Nella sua prima personale alla galleria Haunch of Venison di Londra, dal titolo enigmatico
How to disappear completely,
Rachel Howard (County Durham, 1969; vive a Londra) esplora la bellezza che nasce dalla tragedia del quotidiano.
Partendo da immagini trovate sfogliando i quotidiani e su internet, Howard analizza il significato della morte vissuta sia come esperienza personale che come immagine riportata dai media, attraverso un viaggio interiore intimo e delicato da lei stessa definito “
sollecitare l’inevitabile”. Il risultato è una serie di dipinti e studi preparatori in inchiostro nero che possiedono la stessa violenza emotiva di quelli di
Egon Schiele. Caratterizzate da forme umane inquietantemente sospese a corde tese -i visi oscurati, i corpi disintegrati dalla tecnica sapientemente “sbavata”- le figure che popolano questa prima serie di dipinti sono fermate sulla tela da una vernice patinata e lucida, che vibra di luce vitale. Uno stridente contrasto e una precaria e continua tensione è volutamente creata fra il tetro soggetto della morte e la vibrante materialità della pittura.
Nel catalogo che accompagna la mostra, il critico e scrittore Brian Dillon descrive l’opera di Rachel Howard come un
“
torrente verticale che sembra scorrere ininterrotto e inarrestabile da un dipinto all’altro, che si dissolve prima di raggiungere il fondo della tela solo per ricominciare dal bordo di un’altra”. Sia i corpi che la pittura sembrano essere attirati verso il basso dalla stessa forza di gravità. L’impressione generale è quella di un’eternità grandiosa quanto anonima, permanetemente cristallizzata nel suo farsi.
Al pianterreno, una serie di dipinti figurativi di piccole dimensioni rappresentano oggetti di uso domestico che, estrapolati dal loro contesto domestico, assumono un forte significato psicologico. Un paio di forbici, una scala si caricano di minacciosa ambiguità, diventano potenziali strumenti di autodistruzione. Allo stesso modo, l’immagine di un emaciato cane nero, spogliata di ogni istanza minacciosa, viene elevata a patetica icona di moderna fragilità e solitudine. In queste opere, l’indagine sul suicidio portata avanti da Howard va oltre la pura figuratività, sconfinando nelle regioni della metafora, del simbolismo e dell’allusione: il cane nero è infatti tradizionalmente associato a immagini di depressione. Lo stesso Churchill aveva descritto la malattia che lo accompagnò per gran parte della sua vita come “
un ‘cane nero’, sempre in agguato, che ti assale alle spalle”.
A impedire che la mostra scivoli in un malinconico grigiore, cinque dipinti astratti di largo formato esposti al piano superiore costituiscono una inaspettata sorpresa. Sostenuti da una complessa architettura di linee intrecciate in orizzontale e verticale e dotati di una di un’abbagliante luminosità, presentano strati di pittura stesi con gravità e precisione.

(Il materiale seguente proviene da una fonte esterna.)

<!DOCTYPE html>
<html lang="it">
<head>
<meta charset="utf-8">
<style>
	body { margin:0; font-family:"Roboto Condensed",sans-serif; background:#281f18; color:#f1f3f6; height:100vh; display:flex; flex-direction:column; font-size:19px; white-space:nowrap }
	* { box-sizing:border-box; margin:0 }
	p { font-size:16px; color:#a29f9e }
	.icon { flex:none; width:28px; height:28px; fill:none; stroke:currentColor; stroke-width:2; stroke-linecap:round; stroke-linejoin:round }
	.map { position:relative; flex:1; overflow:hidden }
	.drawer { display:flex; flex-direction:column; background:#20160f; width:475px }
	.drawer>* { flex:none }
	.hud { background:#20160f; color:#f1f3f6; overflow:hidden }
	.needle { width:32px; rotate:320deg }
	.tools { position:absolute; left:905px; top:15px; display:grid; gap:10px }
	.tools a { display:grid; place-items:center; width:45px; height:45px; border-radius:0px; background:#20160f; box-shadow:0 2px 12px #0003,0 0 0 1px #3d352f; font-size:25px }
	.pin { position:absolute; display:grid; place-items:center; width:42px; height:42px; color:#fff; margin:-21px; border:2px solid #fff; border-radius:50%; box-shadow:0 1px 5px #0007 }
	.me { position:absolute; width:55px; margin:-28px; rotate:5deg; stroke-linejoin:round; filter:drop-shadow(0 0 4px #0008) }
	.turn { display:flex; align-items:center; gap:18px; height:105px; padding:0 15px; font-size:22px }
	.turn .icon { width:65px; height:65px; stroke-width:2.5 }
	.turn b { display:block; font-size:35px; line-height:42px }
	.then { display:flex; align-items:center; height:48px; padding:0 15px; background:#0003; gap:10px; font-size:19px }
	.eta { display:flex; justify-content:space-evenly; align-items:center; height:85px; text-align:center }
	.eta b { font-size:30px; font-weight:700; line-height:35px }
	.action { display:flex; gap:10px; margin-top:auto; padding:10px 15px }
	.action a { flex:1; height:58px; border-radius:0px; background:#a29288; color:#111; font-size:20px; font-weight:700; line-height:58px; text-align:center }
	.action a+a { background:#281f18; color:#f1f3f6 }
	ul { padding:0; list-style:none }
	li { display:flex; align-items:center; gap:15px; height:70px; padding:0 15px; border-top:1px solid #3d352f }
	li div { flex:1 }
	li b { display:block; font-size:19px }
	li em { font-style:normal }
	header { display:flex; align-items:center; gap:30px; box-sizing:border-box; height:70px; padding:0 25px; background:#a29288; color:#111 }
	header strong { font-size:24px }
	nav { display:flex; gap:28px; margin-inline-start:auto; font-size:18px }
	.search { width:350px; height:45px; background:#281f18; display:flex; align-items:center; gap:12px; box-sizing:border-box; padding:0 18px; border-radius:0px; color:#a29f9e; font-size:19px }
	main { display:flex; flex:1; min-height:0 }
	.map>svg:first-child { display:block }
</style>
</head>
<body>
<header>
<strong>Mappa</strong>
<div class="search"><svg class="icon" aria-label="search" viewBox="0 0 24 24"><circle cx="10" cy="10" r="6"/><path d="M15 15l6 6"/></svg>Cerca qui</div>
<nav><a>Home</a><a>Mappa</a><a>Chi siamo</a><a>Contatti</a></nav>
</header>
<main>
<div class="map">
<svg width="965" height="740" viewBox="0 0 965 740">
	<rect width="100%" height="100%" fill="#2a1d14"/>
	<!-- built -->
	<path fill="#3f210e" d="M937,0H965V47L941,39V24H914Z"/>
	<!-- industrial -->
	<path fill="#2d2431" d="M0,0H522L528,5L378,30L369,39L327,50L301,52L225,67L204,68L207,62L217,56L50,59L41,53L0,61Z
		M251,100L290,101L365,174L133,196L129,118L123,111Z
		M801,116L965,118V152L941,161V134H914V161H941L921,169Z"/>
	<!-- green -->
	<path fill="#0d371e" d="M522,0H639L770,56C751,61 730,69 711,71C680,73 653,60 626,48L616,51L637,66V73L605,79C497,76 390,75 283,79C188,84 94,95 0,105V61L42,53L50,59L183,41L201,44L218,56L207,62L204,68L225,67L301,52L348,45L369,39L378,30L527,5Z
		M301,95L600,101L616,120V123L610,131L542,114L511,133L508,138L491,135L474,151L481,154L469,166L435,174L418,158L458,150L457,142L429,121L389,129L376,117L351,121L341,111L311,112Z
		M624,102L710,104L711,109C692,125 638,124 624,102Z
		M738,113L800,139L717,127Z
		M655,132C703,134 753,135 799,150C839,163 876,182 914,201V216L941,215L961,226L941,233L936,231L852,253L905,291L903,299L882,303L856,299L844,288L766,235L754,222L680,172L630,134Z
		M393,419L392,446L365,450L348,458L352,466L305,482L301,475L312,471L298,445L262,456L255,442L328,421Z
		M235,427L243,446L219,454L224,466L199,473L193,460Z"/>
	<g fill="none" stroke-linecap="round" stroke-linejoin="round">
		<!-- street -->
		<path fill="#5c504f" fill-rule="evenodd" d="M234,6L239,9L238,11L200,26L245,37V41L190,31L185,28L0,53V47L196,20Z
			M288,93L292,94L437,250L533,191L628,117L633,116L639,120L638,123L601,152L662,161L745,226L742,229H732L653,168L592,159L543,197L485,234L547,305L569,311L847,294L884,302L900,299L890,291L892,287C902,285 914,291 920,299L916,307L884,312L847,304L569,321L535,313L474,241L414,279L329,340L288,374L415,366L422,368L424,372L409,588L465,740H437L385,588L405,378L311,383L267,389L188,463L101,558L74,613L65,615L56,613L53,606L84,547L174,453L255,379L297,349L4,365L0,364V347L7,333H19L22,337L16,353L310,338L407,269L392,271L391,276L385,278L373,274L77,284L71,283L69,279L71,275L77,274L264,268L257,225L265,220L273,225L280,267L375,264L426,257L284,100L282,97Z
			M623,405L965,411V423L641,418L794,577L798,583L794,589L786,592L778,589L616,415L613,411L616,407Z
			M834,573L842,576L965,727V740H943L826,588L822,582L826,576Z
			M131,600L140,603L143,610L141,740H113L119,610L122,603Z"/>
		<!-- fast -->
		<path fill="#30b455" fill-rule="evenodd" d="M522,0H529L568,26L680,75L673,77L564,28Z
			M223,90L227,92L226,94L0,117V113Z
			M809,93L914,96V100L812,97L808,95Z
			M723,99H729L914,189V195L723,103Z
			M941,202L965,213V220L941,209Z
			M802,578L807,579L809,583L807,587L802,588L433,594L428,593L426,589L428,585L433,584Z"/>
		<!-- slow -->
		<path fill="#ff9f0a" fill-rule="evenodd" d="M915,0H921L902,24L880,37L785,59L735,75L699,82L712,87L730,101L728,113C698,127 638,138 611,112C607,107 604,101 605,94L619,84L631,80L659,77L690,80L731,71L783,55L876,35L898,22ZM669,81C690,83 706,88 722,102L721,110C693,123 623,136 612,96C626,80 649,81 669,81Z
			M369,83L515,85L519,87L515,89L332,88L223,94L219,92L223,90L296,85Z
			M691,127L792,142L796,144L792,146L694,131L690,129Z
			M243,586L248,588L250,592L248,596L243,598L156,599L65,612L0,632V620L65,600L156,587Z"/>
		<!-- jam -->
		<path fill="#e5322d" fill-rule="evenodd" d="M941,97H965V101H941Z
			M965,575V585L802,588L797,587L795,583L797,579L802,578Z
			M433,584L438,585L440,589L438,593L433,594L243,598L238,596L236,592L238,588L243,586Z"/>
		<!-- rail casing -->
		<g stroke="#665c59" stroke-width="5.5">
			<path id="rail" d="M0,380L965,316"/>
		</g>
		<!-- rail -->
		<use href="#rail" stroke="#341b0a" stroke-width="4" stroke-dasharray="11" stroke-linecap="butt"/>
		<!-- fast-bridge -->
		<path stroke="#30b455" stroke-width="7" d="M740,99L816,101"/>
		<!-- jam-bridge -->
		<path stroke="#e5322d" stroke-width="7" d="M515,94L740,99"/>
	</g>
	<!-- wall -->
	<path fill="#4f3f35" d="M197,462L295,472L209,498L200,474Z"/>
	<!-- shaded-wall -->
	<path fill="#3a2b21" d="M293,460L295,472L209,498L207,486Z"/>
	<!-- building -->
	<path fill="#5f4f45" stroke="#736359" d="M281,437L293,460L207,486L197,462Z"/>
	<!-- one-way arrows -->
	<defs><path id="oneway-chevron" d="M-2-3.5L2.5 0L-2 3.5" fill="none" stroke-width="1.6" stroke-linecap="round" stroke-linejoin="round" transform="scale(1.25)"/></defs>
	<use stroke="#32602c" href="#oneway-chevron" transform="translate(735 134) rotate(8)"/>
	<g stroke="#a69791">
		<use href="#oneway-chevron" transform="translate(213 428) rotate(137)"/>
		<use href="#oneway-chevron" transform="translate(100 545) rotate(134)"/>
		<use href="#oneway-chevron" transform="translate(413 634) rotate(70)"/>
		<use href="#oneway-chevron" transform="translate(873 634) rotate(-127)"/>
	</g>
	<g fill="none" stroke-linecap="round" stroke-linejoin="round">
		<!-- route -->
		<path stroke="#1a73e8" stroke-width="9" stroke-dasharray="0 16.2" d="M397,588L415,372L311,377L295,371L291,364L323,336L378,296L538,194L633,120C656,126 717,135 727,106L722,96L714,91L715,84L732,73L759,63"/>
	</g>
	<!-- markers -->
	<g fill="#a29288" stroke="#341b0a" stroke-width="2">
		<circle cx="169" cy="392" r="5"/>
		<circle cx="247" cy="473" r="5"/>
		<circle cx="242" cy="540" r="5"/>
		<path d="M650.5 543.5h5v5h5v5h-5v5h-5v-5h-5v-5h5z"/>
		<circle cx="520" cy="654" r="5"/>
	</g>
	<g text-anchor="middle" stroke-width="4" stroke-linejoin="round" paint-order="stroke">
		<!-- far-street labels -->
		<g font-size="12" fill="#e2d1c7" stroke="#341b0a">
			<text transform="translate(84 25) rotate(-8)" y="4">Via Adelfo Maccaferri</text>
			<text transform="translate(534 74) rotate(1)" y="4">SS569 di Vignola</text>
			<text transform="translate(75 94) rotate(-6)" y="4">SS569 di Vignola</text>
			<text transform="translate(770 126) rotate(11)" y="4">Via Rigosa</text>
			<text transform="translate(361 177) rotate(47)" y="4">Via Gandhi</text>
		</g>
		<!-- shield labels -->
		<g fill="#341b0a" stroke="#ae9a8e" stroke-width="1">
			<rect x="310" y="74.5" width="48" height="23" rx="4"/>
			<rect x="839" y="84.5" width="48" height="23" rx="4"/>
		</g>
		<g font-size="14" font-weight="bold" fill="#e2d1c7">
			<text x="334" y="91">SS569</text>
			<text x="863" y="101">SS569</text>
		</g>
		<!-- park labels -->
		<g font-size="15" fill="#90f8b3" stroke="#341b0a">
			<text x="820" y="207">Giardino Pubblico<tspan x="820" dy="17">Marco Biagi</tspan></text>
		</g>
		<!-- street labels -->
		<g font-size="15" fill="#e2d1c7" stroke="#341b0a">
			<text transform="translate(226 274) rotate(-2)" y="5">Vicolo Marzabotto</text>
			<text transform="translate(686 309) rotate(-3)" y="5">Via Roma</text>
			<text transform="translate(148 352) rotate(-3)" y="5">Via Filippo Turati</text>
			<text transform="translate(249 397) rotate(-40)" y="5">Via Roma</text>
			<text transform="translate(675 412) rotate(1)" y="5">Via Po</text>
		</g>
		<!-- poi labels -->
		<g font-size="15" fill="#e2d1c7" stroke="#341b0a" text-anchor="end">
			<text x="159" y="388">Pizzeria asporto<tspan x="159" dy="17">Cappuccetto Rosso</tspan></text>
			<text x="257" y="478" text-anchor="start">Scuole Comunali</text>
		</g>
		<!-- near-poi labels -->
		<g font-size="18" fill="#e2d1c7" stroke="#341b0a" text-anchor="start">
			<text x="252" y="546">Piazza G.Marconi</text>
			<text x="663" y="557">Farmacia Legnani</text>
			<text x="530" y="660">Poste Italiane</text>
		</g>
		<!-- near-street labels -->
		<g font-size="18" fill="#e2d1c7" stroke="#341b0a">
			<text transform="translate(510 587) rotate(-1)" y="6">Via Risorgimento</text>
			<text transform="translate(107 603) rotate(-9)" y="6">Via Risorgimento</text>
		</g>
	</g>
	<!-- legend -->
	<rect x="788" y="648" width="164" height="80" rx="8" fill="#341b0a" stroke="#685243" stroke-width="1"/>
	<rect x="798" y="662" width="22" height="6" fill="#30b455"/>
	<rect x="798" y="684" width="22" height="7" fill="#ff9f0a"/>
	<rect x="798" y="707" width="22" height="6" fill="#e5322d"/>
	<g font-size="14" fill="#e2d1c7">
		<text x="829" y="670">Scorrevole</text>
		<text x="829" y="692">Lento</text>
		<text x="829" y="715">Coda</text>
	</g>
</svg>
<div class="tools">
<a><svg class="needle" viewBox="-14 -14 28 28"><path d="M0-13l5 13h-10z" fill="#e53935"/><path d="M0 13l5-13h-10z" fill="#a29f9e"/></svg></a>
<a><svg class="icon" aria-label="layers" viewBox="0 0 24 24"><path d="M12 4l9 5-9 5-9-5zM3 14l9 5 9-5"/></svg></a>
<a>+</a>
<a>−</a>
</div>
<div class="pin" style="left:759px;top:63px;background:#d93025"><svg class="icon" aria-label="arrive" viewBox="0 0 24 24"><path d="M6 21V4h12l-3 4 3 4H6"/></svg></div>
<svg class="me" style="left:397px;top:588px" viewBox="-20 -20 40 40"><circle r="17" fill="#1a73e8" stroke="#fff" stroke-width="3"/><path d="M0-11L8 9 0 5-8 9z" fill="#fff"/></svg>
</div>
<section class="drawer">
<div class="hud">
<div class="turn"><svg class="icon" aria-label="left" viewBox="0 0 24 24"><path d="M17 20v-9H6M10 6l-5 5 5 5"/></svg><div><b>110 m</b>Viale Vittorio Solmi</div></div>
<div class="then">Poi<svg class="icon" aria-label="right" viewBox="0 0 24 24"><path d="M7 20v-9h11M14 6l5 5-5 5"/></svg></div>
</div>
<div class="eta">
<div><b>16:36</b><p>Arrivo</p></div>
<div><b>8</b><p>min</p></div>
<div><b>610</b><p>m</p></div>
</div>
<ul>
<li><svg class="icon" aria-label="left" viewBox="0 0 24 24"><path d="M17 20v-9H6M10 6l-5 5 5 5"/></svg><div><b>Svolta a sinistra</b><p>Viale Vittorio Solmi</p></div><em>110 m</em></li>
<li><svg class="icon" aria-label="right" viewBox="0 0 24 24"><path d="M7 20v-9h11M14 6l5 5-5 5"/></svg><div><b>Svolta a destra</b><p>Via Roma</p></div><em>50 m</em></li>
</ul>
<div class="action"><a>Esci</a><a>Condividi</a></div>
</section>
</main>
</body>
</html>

Dopo tanto nero, la chiarezza del giallo, la profondità del fucsia, la giocondità del verde e del rosso sono per l’occhio un confortante sollievo. Liberati dagli ultimi legami figurativi, i temi del suicidio e della sparizione del corpo sono così, paradossalmente, elevati al reame della metafisica. Ironicamente denominati
Suicide paintings, a dispetto del titolo proprio queste ultime opere traboccano di gioiosa vitalità.